Vengo recién llegando de trabajos de invierno, y es tanto el entusiasmo que me fue necesario plasmar parte de éste en un escrito. No sé si es un cuento, un ensayo o un manual de instrucciones, da lo mismo. Lo único que importa es que es un texto sincero. Ojalá les guste.
Unas enclenques paredes de aire sujetan el desvencijado techo de aquella morada y no hay más pintura que la corrosión del cielo de cinc. Si la caprichosa tierra decide sacudirse, dudo que aquellas murallas se mantengan en pie más tiempo que un borracho en una plaza. El viento se cuela fácil por cualquiera de los incontables hoyos que presenta la madera, el frío se cuela ileso ante aquella inoperante y mentirosa barrera. La casa no le es fiel a la familia y sin embargo las estrellas despiden su belleza en armónicos gritos. Qué gritos.
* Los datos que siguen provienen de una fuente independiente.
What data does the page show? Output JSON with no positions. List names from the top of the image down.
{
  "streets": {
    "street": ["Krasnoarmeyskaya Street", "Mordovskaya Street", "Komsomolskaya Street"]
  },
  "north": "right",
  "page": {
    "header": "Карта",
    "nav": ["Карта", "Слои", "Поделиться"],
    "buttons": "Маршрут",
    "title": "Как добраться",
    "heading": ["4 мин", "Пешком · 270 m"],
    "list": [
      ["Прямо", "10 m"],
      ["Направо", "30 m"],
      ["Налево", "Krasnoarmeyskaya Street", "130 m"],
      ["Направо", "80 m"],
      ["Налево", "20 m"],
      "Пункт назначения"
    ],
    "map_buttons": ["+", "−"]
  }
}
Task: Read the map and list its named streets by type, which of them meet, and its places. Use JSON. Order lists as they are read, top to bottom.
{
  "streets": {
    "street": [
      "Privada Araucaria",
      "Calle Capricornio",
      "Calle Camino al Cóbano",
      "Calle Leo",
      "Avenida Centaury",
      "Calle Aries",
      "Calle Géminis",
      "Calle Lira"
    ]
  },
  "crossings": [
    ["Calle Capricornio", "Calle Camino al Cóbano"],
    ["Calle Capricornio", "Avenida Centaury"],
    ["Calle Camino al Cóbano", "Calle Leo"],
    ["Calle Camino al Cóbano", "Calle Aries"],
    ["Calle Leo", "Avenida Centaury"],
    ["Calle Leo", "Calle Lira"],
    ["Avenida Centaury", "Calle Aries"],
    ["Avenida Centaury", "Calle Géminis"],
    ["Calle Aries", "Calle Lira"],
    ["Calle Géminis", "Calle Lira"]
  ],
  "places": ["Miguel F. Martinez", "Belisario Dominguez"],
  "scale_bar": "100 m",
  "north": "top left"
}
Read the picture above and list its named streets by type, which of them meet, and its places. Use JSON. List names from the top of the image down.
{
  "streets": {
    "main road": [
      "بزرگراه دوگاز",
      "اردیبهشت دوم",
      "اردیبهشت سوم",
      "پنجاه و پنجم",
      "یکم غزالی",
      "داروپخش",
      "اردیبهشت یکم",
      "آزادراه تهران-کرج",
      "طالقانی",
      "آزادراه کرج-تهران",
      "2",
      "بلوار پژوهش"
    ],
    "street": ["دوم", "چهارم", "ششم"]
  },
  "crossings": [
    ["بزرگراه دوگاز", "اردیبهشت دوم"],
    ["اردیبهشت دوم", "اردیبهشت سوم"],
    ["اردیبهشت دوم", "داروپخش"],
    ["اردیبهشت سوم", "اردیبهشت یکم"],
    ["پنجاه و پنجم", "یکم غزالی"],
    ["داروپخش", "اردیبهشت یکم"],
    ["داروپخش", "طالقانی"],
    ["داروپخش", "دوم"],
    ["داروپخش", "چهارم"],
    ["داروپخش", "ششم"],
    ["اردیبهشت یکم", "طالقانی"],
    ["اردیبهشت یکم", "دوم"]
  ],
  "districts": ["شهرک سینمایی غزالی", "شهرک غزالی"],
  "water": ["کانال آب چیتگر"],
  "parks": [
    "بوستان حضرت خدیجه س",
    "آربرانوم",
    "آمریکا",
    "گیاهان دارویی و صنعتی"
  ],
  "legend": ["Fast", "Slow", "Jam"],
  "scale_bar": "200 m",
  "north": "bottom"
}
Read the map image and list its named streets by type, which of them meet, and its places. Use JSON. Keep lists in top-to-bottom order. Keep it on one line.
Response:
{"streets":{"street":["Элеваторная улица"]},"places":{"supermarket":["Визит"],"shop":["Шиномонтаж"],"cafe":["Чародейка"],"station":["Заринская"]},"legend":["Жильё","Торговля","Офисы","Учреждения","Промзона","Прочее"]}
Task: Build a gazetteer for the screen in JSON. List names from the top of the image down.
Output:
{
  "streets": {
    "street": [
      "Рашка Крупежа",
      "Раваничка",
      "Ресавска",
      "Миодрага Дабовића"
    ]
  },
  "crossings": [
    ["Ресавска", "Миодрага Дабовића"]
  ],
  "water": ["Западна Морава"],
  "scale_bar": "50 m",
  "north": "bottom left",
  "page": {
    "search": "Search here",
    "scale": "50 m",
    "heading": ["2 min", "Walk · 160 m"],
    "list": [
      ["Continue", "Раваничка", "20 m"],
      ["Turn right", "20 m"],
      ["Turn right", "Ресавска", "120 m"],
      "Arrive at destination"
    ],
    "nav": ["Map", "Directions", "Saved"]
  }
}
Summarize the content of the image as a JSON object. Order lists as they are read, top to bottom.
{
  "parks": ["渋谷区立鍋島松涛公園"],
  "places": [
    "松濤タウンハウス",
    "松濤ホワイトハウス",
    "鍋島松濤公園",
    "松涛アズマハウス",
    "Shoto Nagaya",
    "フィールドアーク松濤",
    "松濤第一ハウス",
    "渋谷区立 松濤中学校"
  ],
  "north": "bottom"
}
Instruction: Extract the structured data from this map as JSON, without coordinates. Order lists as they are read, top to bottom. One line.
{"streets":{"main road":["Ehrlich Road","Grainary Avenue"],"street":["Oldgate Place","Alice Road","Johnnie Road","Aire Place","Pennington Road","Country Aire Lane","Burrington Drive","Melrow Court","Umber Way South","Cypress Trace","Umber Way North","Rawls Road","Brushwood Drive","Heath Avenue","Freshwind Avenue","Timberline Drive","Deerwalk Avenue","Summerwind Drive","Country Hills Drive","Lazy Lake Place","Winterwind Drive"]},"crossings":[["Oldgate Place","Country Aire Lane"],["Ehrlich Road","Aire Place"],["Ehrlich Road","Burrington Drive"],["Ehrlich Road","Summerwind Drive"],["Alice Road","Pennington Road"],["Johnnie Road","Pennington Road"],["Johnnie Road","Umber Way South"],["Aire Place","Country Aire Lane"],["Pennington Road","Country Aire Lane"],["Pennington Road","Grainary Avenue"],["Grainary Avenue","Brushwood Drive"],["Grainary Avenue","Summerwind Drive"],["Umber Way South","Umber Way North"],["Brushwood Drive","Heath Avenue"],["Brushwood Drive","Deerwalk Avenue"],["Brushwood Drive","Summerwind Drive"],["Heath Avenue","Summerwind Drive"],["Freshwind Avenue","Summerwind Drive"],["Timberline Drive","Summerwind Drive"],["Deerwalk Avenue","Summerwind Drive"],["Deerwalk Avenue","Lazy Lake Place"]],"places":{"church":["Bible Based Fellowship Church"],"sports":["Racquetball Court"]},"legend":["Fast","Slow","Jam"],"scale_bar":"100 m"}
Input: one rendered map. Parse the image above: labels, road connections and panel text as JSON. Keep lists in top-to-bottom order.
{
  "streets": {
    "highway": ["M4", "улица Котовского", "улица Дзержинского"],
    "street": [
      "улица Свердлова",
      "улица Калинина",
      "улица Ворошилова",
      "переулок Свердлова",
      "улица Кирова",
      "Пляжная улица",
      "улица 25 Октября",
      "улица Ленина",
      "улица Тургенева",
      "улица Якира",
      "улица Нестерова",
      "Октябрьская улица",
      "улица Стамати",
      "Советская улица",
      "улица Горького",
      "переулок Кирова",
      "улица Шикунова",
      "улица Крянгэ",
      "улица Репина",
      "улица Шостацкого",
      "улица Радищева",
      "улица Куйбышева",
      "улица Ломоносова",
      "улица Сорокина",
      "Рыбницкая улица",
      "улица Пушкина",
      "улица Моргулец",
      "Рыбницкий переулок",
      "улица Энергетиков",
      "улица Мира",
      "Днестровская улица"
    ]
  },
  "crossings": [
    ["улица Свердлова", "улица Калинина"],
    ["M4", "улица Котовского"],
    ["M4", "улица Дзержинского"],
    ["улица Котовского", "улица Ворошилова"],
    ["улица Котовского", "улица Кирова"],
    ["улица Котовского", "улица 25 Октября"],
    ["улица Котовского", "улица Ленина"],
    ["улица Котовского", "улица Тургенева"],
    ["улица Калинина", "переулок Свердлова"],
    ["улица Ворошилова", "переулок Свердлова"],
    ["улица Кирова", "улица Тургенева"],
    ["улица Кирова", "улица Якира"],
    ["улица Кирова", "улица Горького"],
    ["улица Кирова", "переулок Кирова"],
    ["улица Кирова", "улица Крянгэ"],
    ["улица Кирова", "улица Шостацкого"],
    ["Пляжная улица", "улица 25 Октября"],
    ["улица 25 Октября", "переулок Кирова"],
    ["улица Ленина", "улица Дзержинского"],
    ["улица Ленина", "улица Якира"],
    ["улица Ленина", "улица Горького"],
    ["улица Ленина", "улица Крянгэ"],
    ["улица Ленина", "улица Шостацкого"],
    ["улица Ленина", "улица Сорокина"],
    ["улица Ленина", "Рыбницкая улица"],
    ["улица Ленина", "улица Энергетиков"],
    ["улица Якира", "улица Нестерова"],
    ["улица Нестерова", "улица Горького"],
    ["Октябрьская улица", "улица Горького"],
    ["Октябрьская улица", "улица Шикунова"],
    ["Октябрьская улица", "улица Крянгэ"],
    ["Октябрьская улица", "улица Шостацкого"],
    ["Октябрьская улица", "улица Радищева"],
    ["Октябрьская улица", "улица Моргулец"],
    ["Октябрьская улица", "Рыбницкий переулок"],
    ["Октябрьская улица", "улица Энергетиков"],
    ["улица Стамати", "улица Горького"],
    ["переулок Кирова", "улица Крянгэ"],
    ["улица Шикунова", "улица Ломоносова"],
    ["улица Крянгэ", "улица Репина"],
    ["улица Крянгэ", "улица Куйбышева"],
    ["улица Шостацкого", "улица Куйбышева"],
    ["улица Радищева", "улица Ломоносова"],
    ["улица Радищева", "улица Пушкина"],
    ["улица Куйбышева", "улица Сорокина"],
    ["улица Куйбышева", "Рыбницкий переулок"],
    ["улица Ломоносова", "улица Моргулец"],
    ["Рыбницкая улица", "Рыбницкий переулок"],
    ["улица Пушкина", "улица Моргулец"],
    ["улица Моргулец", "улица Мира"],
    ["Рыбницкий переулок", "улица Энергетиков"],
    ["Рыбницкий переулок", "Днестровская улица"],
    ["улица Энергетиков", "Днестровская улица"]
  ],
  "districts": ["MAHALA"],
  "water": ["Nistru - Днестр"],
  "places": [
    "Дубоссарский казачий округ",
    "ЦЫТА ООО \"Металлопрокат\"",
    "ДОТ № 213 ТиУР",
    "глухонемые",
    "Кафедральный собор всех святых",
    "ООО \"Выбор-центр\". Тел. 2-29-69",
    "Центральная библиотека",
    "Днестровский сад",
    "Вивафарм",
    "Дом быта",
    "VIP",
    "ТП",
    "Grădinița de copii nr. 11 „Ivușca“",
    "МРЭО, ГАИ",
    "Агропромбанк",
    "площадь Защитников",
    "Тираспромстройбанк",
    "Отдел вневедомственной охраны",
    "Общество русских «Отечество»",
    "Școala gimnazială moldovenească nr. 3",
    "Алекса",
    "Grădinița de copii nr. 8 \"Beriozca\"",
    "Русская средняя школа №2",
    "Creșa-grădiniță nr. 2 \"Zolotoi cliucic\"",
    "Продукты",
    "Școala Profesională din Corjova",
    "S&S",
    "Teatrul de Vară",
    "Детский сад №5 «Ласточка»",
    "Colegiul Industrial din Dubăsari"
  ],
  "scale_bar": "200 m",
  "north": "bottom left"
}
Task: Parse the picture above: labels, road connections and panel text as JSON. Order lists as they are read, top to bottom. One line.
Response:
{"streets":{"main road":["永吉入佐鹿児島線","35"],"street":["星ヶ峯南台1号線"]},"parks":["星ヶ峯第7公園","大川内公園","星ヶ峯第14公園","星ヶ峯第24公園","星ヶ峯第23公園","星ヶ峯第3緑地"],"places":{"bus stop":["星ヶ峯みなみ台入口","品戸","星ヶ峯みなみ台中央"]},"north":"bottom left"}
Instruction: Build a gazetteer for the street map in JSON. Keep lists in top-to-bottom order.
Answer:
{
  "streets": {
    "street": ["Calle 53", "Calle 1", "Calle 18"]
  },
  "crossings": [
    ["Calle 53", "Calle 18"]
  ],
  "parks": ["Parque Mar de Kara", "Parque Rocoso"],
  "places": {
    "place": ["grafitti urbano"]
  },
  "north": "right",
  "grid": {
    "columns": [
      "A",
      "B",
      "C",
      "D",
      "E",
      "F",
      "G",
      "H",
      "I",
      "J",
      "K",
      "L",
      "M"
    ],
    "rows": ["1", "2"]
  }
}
Pero el suelo está seco, tan seco que no recuerda más lluvia que unas desentendidas lágrimas de Leo, el menor en aquel hogar. El suelo está seco y debilita el alma de las familias de aquel pueblo perdido en el mapa, junto a sus huertos y oraciones. Porque Trapiche no es más que eso, un caserío perdido en el mapa, un grupo de familias enterradas en la dura lengua del desierto, un anónimo en las estadísticas de pobreza, un inconciente esbozo en la panamericana. Un lugar donde la vida corre al ritmo de plegarias ilusas y de pirquineros madrugadores. Donde el sol, implacable, curte desde temprano cuanto rostro se le cruce. Y donde la noche habla en helados susurros que son indiferentes a la piel escasamente abrigada de algunas decenas de familias.
No me pregunté porqué fuimos a dar a Trapiche, de entre tantos otros pueblos perdidos en los inhóspitos pliegues de la cuarta región. Pero al llegar al pueblo, tampoco fueron necesarias grandes cavilaciones para entender que había ahí personas que merecían una ayuda, por más sutil que esta fuera, algo tangible que hiciera un poco más llevadera la dura cotidianeidad que los aquejaba. Un detalle, un arreglo, aunque su duración en el tiempo no prometiera cifras de eternidad. Pero de todas maneras, un trabajo más real que el discurso pronunciado desde un cómodo salón. Se precisaba algo de mayor peso que las promesas políticas, normalmente ricas en contenido léxico, frases célebres y egos ensalzados, pero dudosamente fecundas en su realización.
Tal vez íbamos a Trapiche a la acción, a poner de nuestra parte para mejorar aunque sea en un poco el panorama que les espera a Sandro, Leo y María. Para que ellos y sus familias no pasen frío en la noche y no tengan que forrar los muros de sus mediaguas con revistas viejas y diarios amarillentos para impedir que el viento haga de las suyas al interior de esos tres por tres metros.
O tal vez íbamos a Trapiche a sentirnos sencillos; a disfrutar de la escasez material; a aprender del duro desierto y del grito del despampanante cielo nocturno, de los ojos de niños de caras sucias y de las sonrisas más grandes que nunca vi. Sí, creo que fue eso lo más importante. Porque es hermoso pasar algunas horas al día forrando con cholguán paredes, techos, puertas y ventanas, pero más hermoso fue el llanto de despedida del pobre Leo, y el entusiasmo y agradecimiento de doña Elba, que con sus sesenta y cinco años, estuvo siempre pendiente de nuestro trabajo y de nuestras necesidades, atendiéndonos con cariño y grandiosas conversaciones.
Brillante es la marca que dejó Trapiche en la memoria de quienes fuimos con la idea de enseñar y construir, y regresamos a la capital habiendo vivido y aprendido, por sobre cualquier otra cosa.